• [Dataset entries]
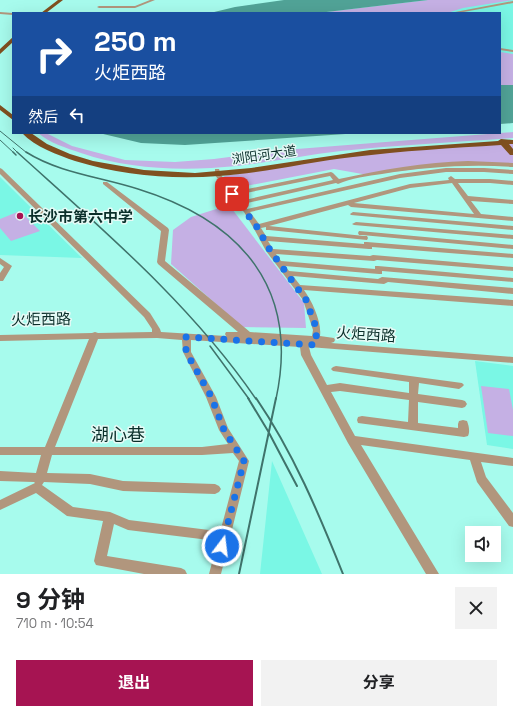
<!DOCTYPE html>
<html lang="zh">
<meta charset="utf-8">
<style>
body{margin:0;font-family:"Space Grotesk","Noto Sans SC",sans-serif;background:#f2f2f2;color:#202124;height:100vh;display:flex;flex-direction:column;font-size:15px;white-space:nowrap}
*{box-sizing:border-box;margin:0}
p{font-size:13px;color:#757577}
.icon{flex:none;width:22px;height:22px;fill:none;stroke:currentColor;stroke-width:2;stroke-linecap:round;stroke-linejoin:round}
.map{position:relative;height:574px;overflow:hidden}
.sheet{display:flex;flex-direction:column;background:#fff;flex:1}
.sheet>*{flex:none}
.banner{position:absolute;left:12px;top:12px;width:489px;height:122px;border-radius:0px;box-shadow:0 4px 16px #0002;background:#1a4fa0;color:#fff;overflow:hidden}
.buttons{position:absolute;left:465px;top:526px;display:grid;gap:8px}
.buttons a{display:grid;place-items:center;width:36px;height:36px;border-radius:0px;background:#fff;box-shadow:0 4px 16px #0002;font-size:20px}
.pin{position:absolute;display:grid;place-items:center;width:34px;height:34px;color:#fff;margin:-17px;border-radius:8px;box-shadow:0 2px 6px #0006}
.me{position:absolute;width:44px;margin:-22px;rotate:15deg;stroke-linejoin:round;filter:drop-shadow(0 0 3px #0008)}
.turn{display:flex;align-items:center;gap:14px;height:84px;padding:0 16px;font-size:18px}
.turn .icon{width:52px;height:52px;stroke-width:2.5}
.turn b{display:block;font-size:28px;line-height:34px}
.then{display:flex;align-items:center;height:38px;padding:0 16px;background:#0003;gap:8px;font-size:15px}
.round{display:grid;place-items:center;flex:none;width:42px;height:42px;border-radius:0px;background:#f2f2f2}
.headline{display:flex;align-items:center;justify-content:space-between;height:68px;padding:0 16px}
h1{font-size:24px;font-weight:700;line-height:30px}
.action{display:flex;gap:8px;margin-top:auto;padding:8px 16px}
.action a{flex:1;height:46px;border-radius:0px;background:#a61452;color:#fff;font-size:16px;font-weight:700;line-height:46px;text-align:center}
.action a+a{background:#f2f2f2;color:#202124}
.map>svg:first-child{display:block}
.built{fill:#7af7e5}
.green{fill:#c5b0e4}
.water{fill:#51a397}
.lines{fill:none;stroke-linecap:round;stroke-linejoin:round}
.minor{fill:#b1967d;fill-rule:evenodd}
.major{fill:#805020;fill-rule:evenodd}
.rail-far2{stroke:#3f736b;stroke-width:1}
.rail-far1{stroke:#3f736b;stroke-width:1.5}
.rail{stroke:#3f736b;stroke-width:2}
.route{stroke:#1a73e8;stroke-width:7;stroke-dasharray:0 12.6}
.poi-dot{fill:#a61452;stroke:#e7faf6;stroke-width:1.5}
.labels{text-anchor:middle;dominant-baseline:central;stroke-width:3;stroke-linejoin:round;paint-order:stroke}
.far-street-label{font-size:13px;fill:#0a2f2a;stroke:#e7faf6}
.poi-label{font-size:15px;font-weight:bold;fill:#0a2f2a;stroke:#e7faf6;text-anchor:start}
.street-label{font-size:15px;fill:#0a2f2a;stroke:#e7faf6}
.near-street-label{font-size:18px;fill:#0a2f2a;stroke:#e7faf6}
</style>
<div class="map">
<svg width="513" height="574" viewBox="0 0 513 574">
<rect width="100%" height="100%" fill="#a7fbed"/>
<!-- built -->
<path class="built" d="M428 0H513V85H500V13H318Z
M0 177 82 258 0 255Z
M475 361 513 366V449L487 445Z
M272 461 322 574H260Z"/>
<!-- green -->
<path class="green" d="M428 0H513L463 8 447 13H318Z
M500 52 513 54V85H500Z
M513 132V138C456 142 398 145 341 151 306 155 272 162 237 166 185 171 130 170 81 153 66 148 50 143 38 133H46L72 146 125 160 175 162 214 159 284 150Z
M513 143V164L464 163 368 175 334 169 230 189 224 176 375 152Z
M229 205 304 303 306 328 242 327 171 264 173 230 191 217Z
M20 211 40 231 11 241 0 228V219Z
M481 386 509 389 513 410V436L488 433Z"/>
<!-- water -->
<path class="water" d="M284 0H428L318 13H210L235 7Z
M500 85H513V123L500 124Z
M99 133H360L185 145 141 143Z"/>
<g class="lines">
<!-- minor -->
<path class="minor" d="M150 0H155L135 8H99L97 7 99 6H135Z
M513 1V3L458 13H450Z
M0 12 13 13H14L13 15 0 14Z
M500 48 513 50V52L500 50Z
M468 161 513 163V167C469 164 426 167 382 174 368 176 351 178 338 184L336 183 243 204 247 209 400 174 446 168H484L513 170V174L484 172H446L400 178 250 212 259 224 410 184 449 180 448 178 451 176 455 179H490L513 181V185L490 183H458L468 196 513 200V204L471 201 481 214 513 217V221L351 207 348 205 269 226 364 236H367L368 238 367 240 269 230H266V227L261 228 266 236 364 244V242H367L513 254V258L372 247V249H369L268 241 273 249 370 256 373 255 513 267V271L377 260 374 261 276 254 281 261 375 269V266H378L513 278V282L382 271V274H379L285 266 289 271 378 279 382 277 513 288V294L388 282 384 284 293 276 300 285 513 300V306L304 290C312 301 322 322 320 336L334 338 335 340 334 342 331 343 513 357V363L309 347 311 355 327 385 340 383 409 393V382L333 371 331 369 333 367 336 366 462 383 464 385 462 387 459 389 419 383 418 394 462 400 465 401 467 404 465 407 462 408 418 402V423L458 428V424L459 421 463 420 467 421C469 426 470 432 468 436L464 437 358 423 357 420 358 417 362 416 408 422 409 400 340 391 331 392 355 436 513 458V466L481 462 486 477 513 513V527L509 526 477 482 470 460 361 445 439 574H426L348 443 301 355 300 347 191 340V352L216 397 228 428 249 461 221 574H209L239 461 233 453 202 455H52L47 473 90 474 123 481 215 484 219 486 221 489 219 492 215 494 123 491 90 484 44 482 42 485 73 507 110 512 129 520 209 530 213 531 215 535 213 539 209 540 128 530 114 524 107 556 181 568 185 570 187 574H144L96 565 94 561 103 521 67 516 36 493 0 510V500L35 483 34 482 0 481V471L36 473 41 455H0V447H45L89 339 0 341V335L92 333 95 332 98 333 152 332V329L144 317 0 174V168L2 169 150 313 160 329 161 332 226 336 225 334 226 332H238L158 264 157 262 161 231 103 184V182H107L168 228 169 230 165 261 250 332 312 336 313 330 303 300 266 251 253 227 244 212 236 204 215 175V169H219L221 175 233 192 331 172 333 173 339 179C381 170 425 162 468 161ZM330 176 333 180 240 201 236 195ZM452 183 474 214 354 203 410 188ZM157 338 182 340 183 352 206 397 219 430 228 444 202 447H55L98 339Z
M353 212 513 226V230L351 215 350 214Z
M356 222 513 235V239L354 225 352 224Z
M359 231 513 245V249L362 235H359L358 233Z
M0 258 12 266 3 281H0V273L4 267 0 264Z"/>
<!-- major -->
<path class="major" d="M58 0H63L46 13H41Z
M13 37V42L0 54V49Z
M0 105 13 115V120L0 110Z
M22 133H31L47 144 70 154 93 161 144 170 195 173 251 168 370 150 498 141 501 139 513 140V144H509L513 149V155H510L501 145C451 148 402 151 353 157 308 162 264 173 219 176 171 180 121 175 75 161 58 155 35 147 22 133Z"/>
<!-- rail-far2 -->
<path class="rail-far2" d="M0 131 27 153
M0 140 14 153
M13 148 18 153"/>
<!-- rail-far1 -->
<path class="rail-far1" d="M13 152 16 155
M17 152C102 229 191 304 256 399
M26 152C59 173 101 177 138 189 241 221 300 288 276 399
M210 346 249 399"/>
<!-- rail -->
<path class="rail" d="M248 398 268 431 297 486
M256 398C293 452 319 514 343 574
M239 574 276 398"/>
</g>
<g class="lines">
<!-- route -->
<path class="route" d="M222 546 244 461 224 430 211 396 186 352V337L315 345 317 330 306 300 270 250 257 227 232 194"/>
</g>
<!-- markers -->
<circle class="poi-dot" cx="20" cy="216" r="4"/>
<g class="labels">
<!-- far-street labels -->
<g class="far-street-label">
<text transform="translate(264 155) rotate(-8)">浏阳河大道</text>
</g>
<!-- poi labels -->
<g class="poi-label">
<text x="28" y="216">长沙市第六中学</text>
</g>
<!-- street labels -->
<g class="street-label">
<text transform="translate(41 319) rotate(-1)">火炬西路</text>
<text transform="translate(366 334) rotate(4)">火炬西路</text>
</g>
<!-- near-street labels -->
<g class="near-street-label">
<text x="118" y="434">湖心巷</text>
</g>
</g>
</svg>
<div class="buttons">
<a><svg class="icon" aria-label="sound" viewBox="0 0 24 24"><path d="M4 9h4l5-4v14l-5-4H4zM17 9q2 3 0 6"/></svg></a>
</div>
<div class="pin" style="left:232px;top:194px;background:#d93025"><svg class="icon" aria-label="arrive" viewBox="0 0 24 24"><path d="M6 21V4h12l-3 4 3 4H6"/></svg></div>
<svg class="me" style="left:222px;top:546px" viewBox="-20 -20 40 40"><circle r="17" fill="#1a73e8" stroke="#fff" stroke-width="3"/><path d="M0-11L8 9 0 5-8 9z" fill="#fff"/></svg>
<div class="banner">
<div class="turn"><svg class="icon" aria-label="right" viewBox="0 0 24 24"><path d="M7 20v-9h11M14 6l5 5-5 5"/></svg><div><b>250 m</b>火炬西路</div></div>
<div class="then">然后<svg class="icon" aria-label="left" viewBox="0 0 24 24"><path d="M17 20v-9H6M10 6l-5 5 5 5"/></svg></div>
</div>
</div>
<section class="sheet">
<div class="headline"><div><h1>9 分钟</h1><p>710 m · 10:54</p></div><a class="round"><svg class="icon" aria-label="close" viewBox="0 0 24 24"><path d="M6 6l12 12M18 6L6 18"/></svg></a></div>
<div class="action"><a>退出</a><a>分享</a></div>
</section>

• [EXERCISE INSTRUCTIONS]
Review the preceding data and report every line that includes the string "absolute".

• [TASK RESPONSE]
.banner{position:absolute;left:12px;top:12px;width:489px;height:122px;border-radius:0px;box-shadow:0 4px 16px #0002;background:#1a4fa0;color:#fff;overflow:hidden}
.buttons{position:absolute;left:465px;top:526px;display:grid;gap:8px}
.pin{position:absolute;display:grid;place-items:center;width:34px;height:34px;color:#fff;margin:-17px;border-radius:8px;box-shadow:0 2px 6px #0006}
.me{position:absolute;width:44px;margin:-22px;rotate:15deg;stroke-linejoin:round;filter:drop-shadow(0 0 3px #0008)}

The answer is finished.